[[ Records for this exercise open ]]

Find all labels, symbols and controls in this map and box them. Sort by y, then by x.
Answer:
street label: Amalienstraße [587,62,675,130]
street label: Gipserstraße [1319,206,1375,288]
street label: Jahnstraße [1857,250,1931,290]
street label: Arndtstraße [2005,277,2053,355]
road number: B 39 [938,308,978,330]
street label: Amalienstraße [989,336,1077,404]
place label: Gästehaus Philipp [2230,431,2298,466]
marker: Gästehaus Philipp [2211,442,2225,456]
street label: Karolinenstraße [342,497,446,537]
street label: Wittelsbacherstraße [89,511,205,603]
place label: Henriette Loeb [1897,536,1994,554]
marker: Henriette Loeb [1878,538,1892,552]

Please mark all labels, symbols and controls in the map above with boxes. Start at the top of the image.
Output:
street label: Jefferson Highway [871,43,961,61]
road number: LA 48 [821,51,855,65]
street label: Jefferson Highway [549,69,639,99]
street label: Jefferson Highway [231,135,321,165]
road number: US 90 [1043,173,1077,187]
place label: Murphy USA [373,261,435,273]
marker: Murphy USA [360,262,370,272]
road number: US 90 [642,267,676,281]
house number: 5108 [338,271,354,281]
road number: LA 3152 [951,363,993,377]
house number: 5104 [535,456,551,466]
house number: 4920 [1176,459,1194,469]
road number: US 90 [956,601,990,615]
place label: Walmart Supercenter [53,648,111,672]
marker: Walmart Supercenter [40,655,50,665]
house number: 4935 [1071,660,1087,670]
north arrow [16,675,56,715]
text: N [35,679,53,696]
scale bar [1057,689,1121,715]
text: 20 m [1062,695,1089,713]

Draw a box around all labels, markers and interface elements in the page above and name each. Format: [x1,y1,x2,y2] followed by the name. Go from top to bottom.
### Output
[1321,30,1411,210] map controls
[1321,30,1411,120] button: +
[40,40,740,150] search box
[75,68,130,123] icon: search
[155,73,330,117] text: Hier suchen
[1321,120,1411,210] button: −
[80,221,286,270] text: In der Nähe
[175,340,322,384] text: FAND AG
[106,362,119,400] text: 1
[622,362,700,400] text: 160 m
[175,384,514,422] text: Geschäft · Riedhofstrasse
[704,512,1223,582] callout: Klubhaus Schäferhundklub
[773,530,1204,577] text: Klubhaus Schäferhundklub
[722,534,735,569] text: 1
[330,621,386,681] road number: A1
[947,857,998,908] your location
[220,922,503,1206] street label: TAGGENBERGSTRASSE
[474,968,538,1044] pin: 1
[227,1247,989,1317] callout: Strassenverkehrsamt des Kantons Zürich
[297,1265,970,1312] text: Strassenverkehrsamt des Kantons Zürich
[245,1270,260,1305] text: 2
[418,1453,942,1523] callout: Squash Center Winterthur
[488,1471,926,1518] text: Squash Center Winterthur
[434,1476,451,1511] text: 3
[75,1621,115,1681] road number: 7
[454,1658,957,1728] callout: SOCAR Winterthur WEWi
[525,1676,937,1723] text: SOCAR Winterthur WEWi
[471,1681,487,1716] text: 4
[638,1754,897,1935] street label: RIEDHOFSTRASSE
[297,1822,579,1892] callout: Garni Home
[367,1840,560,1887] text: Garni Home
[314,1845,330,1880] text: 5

[[ Records for this exercise closed ]]

What you are asked to do: Reproduce exactly the lines running from the one with "Draw a box around" to the last line of the listing above. Add nothing else.

Output of the exercise:
Draw a box around all labels, markers and interface elements in the page above and name each. Format: [x1,y1,x2,y2] followed by the name. Go from top to bottom.
### Output
[1321,30,1411,210] map controls
[1321,30,1411,120] button: +
[40,40,740,150] search box
[75,68,130,123] icon: search
[155,73,330,117] text: Hier suchen
[1321,120,1411,210] button: −
[80,221,286,270] text: In der Nähe
[175,340,322,384] text: FAND AG
[106,362,119,400] text: 1
[622,362,700,400] text: 160 m
[175,384,514,422] text: Geschäft · Riedhofstrasse
[704,512,1223,582] callout: Klubhaus Schäferhundklub
[773,530,1204,577] text: Klubhaus Schäferhundklub
[722,534,735,569] text: 1
[330,621,386,681] road number: A1
[947,857,998,908] your location
[220,922,503,1206] street label: TAGGENBERGSTRASSE
[474,968,538,1044] pin: 1
[227,1247,989,1317] callout: Strassenverkehrsamt des Kantons Zürich
[297,1265,970,1312] text: Strassenverkehrsamt des Kantons Zürich
[245,1270,260,1305] text: 2
[418,1453,942,1523] callout: Squash Center Winterthur
[488,1471,926,1518] text: Squash Center Winterthur
[434,1476,451,1511] text: 3
[75,1621,115,1681] road number: 7
[454,1658,957,1728] callout: SOCAR Winterthur WEWi
[525,1676,937,1723] text: SOCAR Winterthur WEWi
[471,1681,487,1716] text: 4
[638,1754,897,1935] street label: RIEDHOFSTRASSE
[297,1822,579,1892] callout: Garni Home
[367,1840,560,1887] text: Garni Home
[314,1845,330,1880] text: 5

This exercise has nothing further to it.